TASK DETAILS: Only these lines are needed: the first line of the entries below through the line with "position:absolute; left:18px; bottom:15px;", each returned exactly.

EXERCISE MATERIAL:
* * *
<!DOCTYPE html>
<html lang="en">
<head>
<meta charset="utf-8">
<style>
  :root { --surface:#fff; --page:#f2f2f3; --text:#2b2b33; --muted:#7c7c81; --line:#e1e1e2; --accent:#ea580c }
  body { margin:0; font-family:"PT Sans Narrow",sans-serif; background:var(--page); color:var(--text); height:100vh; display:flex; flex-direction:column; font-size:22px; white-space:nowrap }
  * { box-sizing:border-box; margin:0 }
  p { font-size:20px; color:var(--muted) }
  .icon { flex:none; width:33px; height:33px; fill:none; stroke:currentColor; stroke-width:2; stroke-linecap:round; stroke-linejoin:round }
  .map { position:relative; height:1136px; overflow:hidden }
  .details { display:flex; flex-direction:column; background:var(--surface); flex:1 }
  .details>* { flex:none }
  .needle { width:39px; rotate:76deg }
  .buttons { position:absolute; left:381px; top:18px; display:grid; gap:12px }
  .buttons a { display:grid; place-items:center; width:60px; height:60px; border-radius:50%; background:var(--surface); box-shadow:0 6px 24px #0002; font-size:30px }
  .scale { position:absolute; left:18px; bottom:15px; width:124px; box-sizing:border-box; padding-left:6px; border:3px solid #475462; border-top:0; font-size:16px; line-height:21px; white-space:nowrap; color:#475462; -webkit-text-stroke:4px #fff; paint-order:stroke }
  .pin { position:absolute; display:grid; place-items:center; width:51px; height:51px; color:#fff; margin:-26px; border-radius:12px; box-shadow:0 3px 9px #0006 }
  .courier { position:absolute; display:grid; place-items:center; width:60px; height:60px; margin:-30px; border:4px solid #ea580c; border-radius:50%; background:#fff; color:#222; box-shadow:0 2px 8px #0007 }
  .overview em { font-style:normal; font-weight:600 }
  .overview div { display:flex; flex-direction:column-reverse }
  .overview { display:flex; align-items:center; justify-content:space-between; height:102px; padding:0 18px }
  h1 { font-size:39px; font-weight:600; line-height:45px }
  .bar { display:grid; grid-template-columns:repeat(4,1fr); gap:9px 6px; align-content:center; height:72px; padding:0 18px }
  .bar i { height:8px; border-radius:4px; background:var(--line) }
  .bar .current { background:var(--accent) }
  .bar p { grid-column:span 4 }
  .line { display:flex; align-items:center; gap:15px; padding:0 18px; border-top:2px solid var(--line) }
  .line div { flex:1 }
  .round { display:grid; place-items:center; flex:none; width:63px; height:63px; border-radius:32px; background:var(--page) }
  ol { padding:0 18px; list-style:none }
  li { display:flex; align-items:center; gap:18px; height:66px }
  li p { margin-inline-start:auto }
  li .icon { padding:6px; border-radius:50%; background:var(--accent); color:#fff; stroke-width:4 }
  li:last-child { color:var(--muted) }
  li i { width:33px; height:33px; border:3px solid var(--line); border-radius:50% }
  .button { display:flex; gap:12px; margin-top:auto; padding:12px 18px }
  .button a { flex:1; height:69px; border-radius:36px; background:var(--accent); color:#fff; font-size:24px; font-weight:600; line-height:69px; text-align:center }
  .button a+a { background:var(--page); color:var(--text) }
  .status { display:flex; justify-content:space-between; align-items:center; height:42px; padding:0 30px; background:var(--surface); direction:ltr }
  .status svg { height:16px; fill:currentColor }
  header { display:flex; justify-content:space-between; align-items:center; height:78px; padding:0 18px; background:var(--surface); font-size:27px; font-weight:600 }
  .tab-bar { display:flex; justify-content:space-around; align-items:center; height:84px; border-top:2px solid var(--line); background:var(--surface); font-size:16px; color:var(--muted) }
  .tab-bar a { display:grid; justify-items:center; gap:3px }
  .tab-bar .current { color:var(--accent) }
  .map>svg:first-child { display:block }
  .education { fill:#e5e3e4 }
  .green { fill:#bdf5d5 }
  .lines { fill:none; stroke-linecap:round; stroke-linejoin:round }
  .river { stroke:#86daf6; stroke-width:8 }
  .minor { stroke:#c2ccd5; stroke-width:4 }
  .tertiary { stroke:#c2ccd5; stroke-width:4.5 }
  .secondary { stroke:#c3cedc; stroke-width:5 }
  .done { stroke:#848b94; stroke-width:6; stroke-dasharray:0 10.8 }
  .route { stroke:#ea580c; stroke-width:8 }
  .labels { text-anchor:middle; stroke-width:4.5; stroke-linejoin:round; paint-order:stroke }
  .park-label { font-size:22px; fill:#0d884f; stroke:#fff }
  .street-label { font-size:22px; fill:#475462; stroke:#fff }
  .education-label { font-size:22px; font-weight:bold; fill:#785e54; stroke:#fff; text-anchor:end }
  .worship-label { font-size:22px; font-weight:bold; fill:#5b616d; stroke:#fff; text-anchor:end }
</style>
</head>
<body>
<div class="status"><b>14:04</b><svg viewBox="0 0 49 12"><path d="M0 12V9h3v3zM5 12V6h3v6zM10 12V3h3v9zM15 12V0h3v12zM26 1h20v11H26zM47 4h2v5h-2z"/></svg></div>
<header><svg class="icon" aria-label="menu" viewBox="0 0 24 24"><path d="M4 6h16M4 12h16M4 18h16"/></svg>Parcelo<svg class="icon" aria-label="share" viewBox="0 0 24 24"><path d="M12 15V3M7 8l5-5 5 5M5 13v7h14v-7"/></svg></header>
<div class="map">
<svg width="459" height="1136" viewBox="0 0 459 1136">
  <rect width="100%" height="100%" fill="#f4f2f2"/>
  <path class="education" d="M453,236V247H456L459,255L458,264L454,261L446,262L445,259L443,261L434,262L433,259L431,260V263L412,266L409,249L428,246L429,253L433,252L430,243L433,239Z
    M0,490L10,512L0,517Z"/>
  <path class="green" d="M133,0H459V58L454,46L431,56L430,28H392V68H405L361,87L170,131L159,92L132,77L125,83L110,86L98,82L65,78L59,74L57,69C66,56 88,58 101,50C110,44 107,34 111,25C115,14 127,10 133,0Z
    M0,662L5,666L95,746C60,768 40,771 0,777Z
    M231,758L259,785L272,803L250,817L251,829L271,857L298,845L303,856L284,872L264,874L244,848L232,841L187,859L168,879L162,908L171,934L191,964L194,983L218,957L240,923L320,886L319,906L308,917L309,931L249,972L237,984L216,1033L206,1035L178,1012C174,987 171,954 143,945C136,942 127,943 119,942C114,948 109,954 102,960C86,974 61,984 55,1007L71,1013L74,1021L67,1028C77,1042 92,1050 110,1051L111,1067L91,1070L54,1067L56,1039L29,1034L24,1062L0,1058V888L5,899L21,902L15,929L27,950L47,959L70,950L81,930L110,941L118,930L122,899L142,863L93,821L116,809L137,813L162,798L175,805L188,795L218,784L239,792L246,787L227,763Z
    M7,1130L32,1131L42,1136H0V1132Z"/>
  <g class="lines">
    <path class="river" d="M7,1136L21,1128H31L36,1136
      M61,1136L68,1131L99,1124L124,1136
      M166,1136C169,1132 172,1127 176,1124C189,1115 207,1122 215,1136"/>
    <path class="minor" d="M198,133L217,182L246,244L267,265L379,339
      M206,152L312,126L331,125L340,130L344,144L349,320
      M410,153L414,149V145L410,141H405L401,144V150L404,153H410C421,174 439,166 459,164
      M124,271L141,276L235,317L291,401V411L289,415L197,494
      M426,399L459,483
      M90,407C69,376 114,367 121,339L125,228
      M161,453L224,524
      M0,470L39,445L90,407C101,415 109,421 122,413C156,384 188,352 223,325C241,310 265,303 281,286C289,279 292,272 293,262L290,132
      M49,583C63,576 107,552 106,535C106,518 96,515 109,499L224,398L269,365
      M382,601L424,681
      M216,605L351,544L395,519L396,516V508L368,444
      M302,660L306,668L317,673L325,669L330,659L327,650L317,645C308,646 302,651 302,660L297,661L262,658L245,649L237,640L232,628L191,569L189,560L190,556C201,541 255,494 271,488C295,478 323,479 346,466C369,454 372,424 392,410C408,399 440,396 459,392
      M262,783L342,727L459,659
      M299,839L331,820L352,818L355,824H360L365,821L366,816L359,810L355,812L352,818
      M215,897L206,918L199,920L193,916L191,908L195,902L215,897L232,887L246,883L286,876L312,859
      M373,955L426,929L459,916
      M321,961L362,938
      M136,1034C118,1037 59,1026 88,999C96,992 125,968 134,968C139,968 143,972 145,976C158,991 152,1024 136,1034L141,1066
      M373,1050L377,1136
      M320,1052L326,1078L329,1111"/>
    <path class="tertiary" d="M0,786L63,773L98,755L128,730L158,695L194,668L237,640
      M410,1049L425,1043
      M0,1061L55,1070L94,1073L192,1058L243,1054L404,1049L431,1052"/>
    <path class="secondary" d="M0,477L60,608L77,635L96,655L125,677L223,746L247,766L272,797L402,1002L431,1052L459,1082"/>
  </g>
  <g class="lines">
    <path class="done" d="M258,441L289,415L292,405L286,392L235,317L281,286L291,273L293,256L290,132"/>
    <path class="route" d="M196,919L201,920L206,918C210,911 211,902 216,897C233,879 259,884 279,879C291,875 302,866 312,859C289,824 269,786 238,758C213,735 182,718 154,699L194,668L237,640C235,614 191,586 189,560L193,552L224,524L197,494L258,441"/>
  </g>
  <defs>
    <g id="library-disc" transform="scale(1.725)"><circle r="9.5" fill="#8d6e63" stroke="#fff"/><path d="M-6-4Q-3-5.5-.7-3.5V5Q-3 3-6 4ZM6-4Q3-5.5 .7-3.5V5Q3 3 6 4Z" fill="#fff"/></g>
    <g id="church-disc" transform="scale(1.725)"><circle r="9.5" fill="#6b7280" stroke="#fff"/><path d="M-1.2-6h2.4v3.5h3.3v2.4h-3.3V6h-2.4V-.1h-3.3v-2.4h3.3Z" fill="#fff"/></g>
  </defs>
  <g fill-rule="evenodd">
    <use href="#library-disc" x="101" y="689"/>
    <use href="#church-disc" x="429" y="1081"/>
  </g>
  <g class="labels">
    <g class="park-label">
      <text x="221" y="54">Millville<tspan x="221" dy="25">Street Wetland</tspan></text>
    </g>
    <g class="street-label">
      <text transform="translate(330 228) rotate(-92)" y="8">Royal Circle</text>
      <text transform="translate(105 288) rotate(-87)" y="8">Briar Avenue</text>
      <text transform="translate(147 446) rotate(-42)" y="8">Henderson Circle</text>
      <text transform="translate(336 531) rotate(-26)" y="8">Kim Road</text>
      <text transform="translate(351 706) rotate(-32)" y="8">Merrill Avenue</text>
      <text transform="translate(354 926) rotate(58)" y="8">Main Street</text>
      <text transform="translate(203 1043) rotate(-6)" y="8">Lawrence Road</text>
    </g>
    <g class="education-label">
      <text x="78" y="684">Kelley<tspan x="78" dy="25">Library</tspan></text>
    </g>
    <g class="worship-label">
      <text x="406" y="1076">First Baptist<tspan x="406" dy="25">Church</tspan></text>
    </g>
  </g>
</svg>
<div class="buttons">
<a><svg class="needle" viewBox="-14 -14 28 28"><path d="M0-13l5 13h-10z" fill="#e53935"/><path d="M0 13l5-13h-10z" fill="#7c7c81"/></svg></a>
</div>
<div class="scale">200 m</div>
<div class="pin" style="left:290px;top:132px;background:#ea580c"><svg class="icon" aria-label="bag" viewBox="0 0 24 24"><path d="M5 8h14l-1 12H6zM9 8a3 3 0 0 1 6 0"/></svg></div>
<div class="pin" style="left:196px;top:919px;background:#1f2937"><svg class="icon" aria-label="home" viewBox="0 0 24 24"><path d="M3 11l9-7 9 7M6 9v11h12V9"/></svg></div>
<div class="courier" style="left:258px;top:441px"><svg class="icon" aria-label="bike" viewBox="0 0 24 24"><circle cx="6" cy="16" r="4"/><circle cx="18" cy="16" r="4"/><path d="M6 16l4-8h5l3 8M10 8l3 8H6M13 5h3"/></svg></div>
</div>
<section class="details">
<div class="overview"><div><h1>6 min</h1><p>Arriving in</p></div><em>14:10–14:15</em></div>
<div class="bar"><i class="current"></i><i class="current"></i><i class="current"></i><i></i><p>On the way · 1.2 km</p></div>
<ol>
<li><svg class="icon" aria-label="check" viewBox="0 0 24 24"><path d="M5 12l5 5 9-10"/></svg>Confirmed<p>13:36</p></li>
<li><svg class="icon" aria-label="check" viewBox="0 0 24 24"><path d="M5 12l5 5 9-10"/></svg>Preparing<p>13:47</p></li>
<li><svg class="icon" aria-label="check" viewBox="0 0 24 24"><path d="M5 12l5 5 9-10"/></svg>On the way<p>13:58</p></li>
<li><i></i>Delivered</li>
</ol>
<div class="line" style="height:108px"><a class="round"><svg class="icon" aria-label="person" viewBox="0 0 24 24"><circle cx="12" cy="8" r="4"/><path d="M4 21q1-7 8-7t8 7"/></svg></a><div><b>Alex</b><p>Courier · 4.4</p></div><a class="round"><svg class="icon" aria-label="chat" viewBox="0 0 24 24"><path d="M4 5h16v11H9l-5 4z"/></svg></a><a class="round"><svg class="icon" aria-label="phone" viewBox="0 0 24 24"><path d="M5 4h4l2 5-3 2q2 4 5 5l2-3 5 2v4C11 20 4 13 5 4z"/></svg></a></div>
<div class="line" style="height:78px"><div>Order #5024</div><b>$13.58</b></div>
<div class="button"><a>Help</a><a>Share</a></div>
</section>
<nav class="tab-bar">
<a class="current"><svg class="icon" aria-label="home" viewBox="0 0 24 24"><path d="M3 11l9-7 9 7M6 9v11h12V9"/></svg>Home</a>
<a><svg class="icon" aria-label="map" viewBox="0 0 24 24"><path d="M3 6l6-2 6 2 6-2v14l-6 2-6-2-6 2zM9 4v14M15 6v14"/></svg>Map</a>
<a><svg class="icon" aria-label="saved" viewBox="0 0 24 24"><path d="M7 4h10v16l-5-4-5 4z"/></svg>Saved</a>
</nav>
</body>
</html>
* * *
OUTPUT BELOW:
<!DOCTYPE html>
<html lang="en">
<head>
<meta charset="utf-8">
<style>
  :root { --surface:#fff; --page:#f2f2f3; --text:#2b2b33; --muted:#7c7c81; --line:#e1e1e2; --accent:#ea580c }
  body { margin:0; font-family:"PT Sans Narrow",sans-serif; background:var(--page); color:var(--text); height:100vh; display:flex; flex-direction:column; font-size:22px; white-space:nowrap }
  * { box-sizing:border-box; margin:0 }
  p { font-size:20px; color:var(--muted) }
  .icon { flex:none; width:33px; height:33px; fill:none; stroke:currentColor; stroke-width:2; stroke-linecap:round; stroke-linejoin:round }
  .map { position:relative; height:1136px; overflow:hidden }
  .details { display:flex; flex-direction:column; background:var(--surface); flex:1 }
  .details>* { flex:none }
  .needle { width:39px; rotate:76deg }
  .buttons { position:absolute; left:381px; top:18px; display:grid; gap:12px }
  .buttons a { display:grid; place-items:center; width:60px; height:60px; border-radius:50%; background:var(--surface); box-shadow:0 6px 24px #0002; font-size:30px }
  .scale { position:absolute; left:18px; bottom:15px; width:124px; box-sizing:border-box; padding-left:6px; border:3px solid #475462; border-top:0; font-size:16px; line-height:21px; white-space:nowrap; color:#475462; -webkit-text-stroke:4px #fff; paint-order:stroke }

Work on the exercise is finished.